● **TASK MATERIAL**:
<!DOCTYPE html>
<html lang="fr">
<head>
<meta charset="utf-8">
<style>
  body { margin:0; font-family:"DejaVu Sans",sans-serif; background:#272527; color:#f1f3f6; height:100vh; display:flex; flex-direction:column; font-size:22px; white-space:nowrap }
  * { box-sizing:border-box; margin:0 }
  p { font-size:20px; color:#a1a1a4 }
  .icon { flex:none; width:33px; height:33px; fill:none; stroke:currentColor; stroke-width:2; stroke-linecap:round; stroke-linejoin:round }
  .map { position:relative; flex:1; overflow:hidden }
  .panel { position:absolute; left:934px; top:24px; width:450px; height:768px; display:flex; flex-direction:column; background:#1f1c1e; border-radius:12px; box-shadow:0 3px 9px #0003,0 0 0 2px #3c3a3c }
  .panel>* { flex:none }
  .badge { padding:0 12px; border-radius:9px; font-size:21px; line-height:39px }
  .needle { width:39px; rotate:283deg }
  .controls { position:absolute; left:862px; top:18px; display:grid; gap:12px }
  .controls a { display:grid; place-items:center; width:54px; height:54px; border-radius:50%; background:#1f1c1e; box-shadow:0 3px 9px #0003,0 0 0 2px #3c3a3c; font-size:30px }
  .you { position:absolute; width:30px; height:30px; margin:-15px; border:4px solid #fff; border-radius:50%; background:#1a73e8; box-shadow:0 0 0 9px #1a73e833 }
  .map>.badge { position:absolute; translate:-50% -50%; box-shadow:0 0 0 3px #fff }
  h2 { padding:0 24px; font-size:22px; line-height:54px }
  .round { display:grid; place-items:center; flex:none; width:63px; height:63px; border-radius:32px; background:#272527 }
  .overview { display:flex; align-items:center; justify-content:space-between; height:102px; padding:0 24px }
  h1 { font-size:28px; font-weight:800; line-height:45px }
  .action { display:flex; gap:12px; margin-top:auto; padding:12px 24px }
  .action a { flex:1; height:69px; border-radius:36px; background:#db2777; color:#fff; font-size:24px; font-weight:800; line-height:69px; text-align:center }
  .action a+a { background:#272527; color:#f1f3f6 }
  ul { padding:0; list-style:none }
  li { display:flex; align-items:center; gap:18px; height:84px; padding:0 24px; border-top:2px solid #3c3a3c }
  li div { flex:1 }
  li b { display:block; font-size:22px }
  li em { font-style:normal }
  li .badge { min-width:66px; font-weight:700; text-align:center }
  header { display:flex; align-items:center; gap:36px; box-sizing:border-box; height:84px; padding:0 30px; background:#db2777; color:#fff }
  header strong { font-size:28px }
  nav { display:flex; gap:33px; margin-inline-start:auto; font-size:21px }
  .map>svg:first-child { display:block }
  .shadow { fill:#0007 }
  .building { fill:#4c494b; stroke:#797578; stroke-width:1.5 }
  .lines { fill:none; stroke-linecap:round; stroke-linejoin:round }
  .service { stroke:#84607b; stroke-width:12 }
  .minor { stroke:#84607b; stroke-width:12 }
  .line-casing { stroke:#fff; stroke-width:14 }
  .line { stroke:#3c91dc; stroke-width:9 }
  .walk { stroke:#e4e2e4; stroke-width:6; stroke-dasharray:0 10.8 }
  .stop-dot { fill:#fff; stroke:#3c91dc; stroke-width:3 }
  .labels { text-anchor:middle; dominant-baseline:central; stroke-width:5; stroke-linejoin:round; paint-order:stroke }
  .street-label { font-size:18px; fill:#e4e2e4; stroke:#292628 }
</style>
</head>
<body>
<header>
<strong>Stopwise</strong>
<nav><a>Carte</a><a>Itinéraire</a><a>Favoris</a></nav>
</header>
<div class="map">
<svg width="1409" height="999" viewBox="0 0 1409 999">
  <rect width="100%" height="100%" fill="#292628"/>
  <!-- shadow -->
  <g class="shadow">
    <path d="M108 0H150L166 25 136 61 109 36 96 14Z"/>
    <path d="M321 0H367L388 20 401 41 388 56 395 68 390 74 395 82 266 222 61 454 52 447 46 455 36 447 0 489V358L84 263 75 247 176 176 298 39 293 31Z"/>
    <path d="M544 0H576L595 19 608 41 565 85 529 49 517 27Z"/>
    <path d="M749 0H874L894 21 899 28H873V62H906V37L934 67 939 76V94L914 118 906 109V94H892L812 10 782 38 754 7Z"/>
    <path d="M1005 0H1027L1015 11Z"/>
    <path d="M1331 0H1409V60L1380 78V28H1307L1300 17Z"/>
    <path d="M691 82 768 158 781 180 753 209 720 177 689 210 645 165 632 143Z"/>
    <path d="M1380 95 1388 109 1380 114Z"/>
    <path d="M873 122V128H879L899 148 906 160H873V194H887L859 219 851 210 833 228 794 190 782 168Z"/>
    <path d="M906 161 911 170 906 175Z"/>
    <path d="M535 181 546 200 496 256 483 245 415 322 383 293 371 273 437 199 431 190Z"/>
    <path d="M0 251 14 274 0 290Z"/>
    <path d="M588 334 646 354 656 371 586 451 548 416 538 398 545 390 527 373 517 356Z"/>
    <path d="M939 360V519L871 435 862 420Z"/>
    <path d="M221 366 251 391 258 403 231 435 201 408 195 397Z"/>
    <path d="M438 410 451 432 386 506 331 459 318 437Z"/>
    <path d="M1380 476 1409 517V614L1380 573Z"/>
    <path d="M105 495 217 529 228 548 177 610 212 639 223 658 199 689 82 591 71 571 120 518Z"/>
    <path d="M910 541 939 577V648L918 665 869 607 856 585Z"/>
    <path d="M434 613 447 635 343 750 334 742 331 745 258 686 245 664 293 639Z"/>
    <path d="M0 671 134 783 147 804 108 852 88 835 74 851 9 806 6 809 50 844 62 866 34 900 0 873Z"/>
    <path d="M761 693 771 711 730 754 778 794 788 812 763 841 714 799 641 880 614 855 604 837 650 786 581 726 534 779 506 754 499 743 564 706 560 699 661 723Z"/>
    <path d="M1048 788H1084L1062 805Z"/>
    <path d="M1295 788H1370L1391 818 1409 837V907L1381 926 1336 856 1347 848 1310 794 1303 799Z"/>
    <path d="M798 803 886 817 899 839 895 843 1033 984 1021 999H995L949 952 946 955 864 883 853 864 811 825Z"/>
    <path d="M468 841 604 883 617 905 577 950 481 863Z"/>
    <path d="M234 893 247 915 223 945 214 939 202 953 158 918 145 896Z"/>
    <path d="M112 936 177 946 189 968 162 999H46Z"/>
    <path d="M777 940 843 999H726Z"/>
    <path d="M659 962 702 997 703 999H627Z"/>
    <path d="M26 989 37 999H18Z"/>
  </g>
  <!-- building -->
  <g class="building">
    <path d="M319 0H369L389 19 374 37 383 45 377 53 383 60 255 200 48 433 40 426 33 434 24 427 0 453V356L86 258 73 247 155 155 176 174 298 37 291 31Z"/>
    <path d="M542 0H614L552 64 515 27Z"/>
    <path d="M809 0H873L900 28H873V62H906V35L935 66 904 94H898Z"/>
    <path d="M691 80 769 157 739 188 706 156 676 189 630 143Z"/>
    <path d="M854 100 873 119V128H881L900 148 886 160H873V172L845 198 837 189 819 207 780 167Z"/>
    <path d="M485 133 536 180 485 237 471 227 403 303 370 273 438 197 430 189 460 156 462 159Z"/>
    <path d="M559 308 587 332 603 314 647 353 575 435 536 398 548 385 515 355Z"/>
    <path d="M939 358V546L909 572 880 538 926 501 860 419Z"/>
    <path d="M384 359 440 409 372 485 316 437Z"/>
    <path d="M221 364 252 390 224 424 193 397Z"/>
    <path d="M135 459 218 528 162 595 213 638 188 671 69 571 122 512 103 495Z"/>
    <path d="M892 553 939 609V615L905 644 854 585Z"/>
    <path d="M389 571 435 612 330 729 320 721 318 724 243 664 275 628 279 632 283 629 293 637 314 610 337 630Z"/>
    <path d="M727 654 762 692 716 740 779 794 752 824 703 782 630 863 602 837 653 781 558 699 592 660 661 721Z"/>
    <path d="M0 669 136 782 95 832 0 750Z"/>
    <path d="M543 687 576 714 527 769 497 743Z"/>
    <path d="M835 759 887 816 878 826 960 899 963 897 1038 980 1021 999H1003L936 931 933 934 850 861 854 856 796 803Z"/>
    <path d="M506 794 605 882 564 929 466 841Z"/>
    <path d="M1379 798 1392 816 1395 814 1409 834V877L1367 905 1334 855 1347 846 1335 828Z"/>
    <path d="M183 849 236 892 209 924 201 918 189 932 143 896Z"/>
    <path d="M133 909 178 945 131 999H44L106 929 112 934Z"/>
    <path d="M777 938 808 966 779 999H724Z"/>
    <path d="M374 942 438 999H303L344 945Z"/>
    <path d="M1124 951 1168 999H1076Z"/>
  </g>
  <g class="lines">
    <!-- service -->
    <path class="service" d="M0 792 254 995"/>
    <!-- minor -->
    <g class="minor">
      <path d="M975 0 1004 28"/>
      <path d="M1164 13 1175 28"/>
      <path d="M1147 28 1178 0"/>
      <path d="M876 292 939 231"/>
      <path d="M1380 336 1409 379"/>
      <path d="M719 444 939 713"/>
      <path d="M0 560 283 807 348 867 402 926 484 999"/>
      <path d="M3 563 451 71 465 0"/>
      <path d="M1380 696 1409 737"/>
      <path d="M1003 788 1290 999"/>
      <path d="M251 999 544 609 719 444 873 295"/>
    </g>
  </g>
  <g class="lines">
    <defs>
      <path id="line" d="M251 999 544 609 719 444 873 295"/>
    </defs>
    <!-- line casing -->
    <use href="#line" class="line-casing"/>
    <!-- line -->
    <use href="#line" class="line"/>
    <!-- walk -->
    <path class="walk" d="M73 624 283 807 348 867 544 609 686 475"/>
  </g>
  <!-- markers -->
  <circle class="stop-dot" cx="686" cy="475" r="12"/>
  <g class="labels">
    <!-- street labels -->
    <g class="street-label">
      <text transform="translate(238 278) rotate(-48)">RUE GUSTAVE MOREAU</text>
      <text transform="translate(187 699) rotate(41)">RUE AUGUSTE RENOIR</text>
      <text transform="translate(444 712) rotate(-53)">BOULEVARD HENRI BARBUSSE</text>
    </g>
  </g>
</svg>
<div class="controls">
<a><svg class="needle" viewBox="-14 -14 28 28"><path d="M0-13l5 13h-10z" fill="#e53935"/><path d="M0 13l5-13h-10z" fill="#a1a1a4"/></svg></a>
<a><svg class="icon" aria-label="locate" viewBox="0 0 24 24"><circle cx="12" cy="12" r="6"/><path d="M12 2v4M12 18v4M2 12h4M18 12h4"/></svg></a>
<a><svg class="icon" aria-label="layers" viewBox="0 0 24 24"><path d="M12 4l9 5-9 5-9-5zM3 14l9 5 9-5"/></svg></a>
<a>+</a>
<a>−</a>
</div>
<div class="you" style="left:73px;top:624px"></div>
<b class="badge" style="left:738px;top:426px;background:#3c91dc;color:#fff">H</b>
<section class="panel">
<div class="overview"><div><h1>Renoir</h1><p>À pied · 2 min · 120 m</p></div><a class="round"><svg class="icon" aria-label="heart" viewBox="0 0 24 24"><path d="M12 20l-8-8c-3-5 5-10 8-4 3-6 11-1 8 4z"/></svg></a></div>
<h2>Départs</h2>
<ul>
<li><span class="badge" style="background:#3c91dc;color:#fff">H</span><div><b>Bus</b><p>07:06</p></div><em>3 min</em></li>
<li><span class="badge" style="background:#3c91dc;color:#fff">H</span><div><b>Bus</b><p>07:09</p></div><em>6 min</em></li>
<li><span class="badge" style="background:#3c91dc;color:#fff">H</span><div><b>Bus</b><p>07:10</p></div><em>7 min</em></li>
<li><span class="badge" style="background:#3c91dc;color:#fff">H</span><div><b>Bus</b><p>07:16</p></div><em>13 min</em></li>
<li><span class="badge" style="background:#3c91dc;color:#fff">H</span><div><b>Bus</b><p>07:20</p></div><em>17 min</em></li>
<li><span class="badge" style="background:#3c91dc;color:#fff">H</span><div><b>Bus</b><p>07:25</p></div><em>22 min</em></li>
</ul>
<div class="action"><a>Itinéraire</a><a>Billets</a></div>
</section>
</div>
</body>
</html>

--

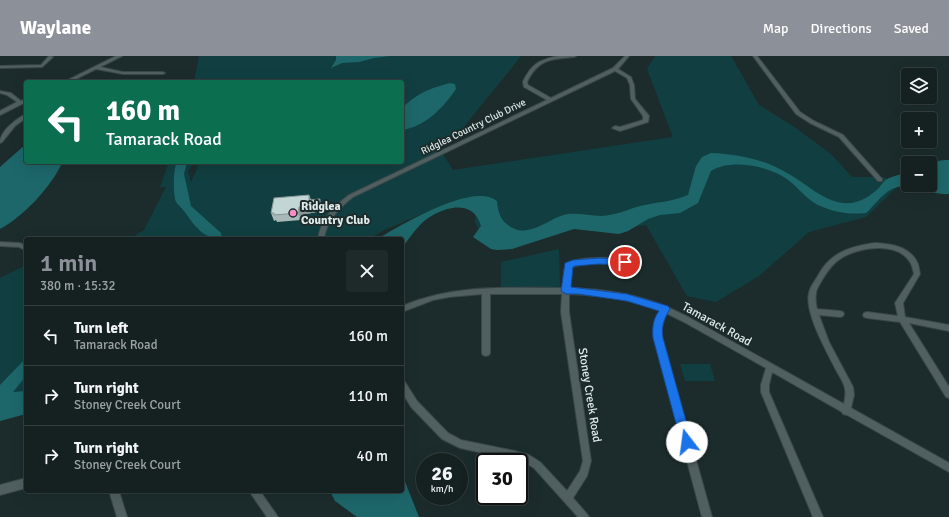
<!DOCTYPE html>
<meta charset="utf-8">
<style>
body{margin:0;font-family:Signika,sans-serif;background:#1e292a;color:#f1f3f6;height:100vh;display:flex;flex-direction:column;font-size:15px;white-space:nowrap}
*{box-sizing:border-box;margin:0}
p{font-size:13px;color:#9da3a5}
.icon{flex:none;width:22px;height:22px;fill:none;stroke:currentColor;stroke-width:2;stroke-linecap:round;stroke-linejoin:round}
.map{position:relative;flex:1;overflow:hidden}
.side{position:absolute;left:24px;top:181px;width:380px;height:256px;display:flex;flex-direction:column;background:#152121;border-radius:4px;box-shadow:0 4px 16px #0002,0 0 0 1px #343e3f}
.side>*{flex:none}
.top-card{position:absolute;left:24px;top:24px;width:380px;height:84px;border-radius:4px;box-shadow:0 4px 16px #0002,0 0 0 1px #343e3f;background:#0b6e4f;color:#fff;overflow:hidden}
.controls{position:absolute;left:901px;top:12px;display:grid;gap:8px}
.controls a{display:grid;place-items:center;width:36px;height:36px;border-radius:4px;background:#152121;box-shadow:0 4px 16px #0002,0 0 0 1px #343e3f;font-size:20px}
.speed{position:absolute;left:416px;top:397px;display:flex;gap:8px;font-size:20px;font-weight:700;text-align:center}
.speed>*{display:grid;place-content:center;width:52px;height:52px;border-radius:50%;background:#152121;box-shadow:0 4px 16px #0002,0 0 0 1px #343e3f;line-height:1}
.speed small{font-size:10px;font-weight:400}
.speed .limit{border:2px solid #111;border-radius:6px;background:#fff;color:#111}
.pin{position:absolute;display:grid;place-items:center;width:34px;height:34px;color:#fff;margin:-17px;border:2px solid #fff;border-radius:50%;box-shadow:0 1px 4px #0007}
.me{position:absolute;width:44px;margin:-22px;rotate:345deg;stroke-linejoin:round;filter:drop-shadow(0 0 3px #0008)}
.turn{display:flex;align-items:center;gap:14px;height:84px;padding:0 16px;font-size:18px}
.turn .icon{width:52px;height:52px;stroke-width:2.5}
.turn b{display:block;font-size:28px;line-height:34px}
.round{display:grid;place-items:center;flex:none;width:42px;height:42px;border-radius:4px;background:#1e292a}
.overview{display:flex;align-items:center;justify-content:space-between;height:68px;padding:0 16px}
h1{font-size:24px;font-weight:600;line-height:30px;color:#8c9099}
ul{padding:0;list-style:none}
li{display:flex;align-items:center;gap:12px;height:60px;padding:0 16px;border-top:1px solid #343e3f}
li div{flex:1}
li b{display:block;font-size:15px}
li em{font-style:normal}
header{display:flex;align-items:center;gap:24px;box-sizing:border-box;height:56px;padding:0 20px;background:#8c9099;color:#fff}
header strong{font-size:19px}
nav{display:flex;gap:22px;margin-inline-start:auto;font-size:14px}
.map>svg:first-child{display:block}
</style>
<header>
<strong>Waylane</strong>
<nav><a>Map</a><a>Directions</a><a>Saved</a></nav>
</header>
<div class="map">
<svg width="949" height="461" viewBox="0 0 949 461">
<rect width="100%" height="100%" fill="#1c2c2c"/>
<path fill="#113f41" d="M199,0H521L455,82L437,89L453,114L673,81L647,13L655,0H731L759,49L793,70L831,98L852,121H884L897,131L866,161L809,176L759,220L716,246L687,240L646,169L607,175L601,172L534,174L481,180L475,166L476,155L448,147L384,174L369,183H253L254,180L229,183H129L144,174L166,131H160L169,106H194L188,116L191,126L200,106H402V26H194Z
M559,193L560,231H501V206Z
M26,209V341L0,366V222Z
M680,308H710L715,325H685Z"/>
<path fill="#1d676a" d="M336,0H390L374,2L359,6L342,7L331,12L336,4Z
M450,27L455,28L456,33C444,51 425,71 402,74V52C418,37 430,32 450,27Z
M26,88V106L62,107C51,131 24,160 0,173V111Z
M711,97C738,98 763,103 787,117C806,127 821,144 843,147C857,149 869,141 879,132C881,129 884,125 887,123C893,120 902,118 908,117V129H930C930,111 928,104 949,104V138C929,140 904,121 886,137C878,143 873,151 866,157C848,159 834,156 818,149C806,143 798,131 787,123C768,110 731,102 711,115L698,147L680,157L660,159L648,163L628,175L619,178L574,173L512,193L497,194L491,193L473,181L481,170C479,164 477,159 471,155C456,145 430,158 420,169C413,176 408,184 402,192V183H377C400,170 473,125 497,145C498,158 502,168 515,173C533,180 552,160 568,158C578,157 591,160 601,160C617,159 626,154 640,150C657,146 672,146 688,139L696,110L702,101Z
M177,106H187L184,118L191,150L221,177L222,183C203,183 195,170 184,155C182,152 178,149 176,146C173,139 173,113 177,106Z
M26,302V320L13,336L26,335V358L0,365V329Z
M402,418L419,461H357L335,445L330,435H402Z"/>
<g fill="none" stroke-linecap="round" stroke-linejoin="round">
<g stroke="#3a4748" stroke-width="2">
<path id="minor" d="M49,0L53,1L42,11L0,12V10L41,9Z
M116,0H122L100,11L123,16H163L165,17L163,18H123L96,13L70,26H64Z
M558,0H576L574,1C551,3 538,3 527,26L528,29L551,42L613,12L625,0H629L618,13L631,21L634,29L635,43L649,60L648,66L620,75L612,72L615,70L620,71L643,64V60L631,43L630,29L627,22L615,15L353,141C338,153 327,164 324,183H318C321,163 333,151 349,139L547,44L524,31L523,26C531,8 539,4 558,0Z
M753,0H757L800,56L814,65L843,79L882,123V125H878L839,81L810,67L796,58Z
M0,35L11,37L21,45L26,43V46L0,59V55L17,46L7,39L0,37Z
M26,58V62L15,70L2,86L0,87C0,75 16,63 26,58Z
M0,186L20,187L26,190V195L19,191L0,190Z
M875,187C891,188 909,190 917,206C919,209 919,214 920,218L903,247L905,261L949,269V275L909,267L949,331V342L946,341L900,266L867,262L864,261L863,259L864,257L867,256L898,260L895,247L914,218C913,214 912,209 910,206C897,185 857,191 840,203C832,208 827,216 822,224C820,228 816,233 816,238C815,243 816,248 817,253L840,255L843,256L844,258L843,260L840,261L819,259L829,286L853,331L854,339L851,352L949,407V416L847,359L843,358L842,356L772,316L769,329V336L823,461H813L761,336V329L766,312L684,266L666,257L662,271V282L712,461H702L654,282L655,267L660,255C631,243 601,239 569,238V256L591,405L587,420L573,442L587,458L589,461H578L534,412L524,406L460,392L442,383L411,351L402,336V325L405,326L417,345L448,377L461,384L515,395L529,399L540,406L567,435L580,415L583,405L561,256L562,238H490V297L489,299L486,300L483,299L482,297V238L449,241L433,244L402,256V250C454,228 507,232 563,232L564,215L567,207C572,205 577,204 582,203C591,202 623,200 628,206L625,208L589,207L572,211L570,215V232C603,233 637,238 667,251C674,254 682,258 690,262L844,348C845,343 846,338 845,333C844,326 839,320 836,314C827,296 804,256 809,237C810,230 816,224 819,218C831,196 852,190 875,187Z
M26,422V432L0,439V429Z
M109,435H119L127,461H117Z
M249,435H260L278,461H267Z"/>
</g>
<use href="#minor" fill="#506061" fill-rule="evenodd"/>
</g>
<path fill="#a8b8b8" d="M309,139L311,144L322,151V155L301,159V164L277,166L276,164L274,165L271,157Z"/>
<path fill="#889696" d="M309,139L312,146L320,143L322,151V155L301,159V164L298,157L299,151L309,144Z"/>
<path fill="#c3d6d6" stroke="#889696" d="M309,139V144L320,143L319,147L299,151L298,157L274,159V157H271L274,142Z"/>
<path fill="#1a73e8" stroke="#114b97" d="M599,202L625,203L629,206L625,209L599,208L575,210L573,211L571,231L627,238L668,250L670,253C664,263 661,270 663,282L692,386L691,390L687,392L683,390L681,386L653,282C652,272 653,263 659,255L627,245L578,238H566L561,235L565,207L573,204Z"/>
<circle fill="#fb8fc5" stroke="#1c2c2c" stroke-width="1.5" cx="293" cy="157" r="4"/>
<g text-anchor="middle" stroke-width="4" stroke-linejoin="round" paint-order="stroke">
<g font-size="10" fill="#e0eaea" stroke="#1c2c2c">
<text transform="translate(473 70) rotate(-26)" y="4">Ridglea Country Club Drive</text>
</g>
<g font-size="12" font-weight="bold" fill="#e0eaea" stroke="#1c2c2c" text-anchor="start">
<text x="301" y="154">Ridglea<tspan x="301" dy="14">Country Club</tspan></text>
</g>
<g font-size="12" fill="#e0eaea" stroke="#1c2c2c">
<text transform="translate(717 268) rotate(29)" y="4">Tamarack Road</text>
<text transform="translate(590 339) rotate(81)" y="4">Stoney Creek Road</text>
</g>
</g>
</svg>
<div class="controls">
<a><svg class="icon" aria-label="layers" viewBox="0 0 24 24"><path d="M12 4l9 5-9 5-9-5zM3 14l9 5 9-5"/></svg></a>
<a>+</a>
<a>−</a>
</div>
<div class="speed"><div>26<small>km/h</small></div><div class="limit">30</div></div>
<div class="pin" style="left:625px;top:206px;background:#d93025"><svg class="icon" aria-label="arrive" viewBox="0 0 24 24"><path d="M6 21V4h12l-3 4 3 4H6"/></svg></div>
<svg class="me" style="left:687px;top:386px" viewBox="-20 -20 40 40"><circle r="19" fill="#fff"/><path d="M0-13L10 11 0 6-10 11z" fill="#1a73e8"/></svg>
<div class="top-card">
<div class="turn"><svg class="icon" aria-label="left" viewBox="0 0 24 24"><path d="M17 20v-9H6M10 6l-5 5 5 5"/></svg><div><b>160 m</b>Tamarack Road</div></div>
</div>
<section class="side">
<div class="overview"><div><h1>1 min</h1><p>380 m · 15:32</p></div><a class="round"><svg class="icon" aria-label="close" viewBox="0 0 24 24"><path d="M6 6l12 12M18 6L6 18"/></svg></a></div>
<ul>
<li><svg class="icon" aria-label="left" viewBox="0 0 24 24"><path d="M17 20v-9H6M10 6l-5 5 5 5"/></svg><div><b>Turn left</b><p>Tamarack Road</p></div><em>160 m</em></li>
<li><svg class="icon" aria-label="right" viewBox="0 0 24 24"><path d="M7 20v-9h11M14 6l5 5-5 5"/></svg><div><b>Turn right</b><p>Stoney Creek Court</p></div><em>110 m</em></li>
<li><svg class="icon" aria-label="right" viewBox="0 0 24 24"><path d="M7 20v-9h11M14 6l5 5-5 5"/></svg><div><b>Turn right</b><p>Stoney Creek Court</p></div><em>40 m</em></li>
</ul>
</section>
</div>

● **TRY IT**: What is the number of lines in the material above that carry the word "linecap"? Respond with that count and nothing more.

● **ANSWER FOR THIS EXERCISE**: 4